Sentì scattare la serratura e automaticamente entrai in casa, quando mi sbendò notai subito una scatola di cartone con sopra un grande fiocco rosso, perché mi aveva bendata se la sorpresa era impacchettata? Dalla scatola uscivano dei rumori impercettibili, lo guardai confusa

-aprilo e buon anniversario- sorridendo e morendo dalla curiosità andai verso la scatola misteriosa, mentre slegavo il fiocchetto si mosse leggermente, ma che c'era dentro? Un serpente?

-non esploderà, tranquilla- il suo umorismo non l'aveva abbandonato, per fortuna perché lo amavo anche per quello, sollevai piano il coperchio di cartone che aveva dei buchini e quasi mi prese un colpo: un cucciolo di labrador retriever color cioccolato uscì dalla scatola, sbattei le palpebre più volte

-ma è un cane! - lo presi in braccio, era così morbido!

-dici? Non l'avevo capito- andai verso di lui e li tirai uno schiaffetto sulla spalla

-stupido! - Julian mi aveva regalato un cagnolino, notai un collarino rosso, lessi la targhetta: Peach, bel nome, pensai.
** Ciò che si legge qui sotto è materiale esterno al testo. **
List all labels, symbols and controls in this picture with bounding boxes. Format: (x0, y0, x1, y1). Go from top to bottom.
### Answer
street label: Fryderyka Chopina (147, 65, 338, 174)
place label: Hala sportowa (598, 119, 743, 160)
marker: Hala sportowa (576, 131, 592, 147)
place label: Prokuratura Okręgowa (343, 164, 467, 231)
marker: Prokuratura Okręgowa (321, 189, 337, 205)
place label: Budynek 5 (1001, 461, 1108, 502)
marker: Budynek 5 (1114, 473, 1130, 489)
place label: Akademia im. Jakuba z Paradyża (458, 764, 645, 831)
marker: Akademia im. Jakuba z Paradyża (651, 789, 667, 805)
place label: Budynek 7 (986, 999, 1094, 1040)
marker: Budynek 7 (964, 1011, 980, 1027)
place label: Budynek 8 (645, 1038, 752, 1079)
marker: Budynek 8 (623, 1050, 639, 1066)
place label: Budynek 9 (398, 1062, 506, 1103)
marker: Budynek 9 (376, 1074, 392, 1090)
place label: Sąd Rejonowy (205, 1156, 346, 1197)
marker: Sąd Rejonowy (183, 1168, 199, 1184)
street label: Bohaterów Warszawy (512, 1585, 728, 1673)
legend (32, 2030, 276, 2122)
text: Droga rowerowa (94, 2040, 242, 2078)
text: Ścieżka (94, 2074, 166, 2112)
Continuai a coccolarlo senza rendermi ancora conto che era nostro, che era l'inizio della nostra famiglia; ad un certo punto Julian lo prese dalle mie braccia e lo posò a terra, lui stava in piedi a malapena e scivolava sul parquet, sembrava un piccolo cioccolatino, mentre lo guardavo camminare fin sul tappeto Julian posizionò una busta davanti al viso, la presi e lo guardai mentre cercavo di aprirla, finalmente ci riuscì, era una lettera, la sua calligrafia era nettamente migliorata

"Cara Peach,

dovrei dirti davvero tante cose, troppe a dire il vero.

Sinceramente non so da dove cominciare così mi affiderò al cuore che ormai è completamente e totalmente tuo.

Partirei con il raccontarti del primo ricordo che ho di te, crederai che sia quello del pugno alle elementari ma non è così.

Non mi ricordo di preciso che giorno era, domenica, credo, mio padre mi mostrò una fotografia, era molto bella, era quella del mio primo compleanno, c'erano molte persone nella stanza ma io notai subito una bimba con gli occhi verdi nell'angolino a destra, i capelli rossicci ti rendevano la più carina della festa (persino più di me), domandai a mio padre chi fosse quella dolce bimba e lui mi disse il tuo nome, Savannah, in quel momento promisi a me stesso che, in questa vita o in un'atra quella Savannah sarebbe stata mia, avevo solo sei anni ma ero molto determinato e cocciuto (chiedilo a Miranda!), iniziata la scuola, quando la maestra chiese a tutti di presentarsi io ti conoscevo già, sapevo chi eri, sapevo come ti chiamavi e sapevo che ti avrei amata per tutta la mia esistenza, anche quando tu dicevi alle altre bambine quanto ti stessi antipatico e quanto mi odiassi io sapevo che ti avrei conquistata, un giorno, mi ero promesso che avrei fatto il possibile per averti e posso dire che ci sono riuscito, dopo ventun anni!

Il riassunto di quello che vorrei dirti è che ti ho aspettata per così tanto che non ti lascerò andare mai, farò in modo di stare sempre al tuo fianco.

È una minaccia? Penserai.

Beh, io ti dico che no, non è una minaccia, è una promessa.

E sarà l'unica promessa che manterrò per sempre.

Ti amo, non sai quanto.

Julian.

P.S.: ricordati del compleanno di mia sorella, altrimenti si arrabbia, sai com'è fatta!"

Tentai di richiudere la lettera, mi ero emozionata talmente tanto che stavo tremando, quando mi decisi ad alzare lo sguardo incrociai subito il suo e come al solito, la vista dei suoi occhi, del suo sorriso e dei suoi riccioli scuri, insomma la vista di lui mi fece battere forte il cuore.

Mi faceva sempre lo stesso effetto.

L'effetto che tanti chiamano "amore".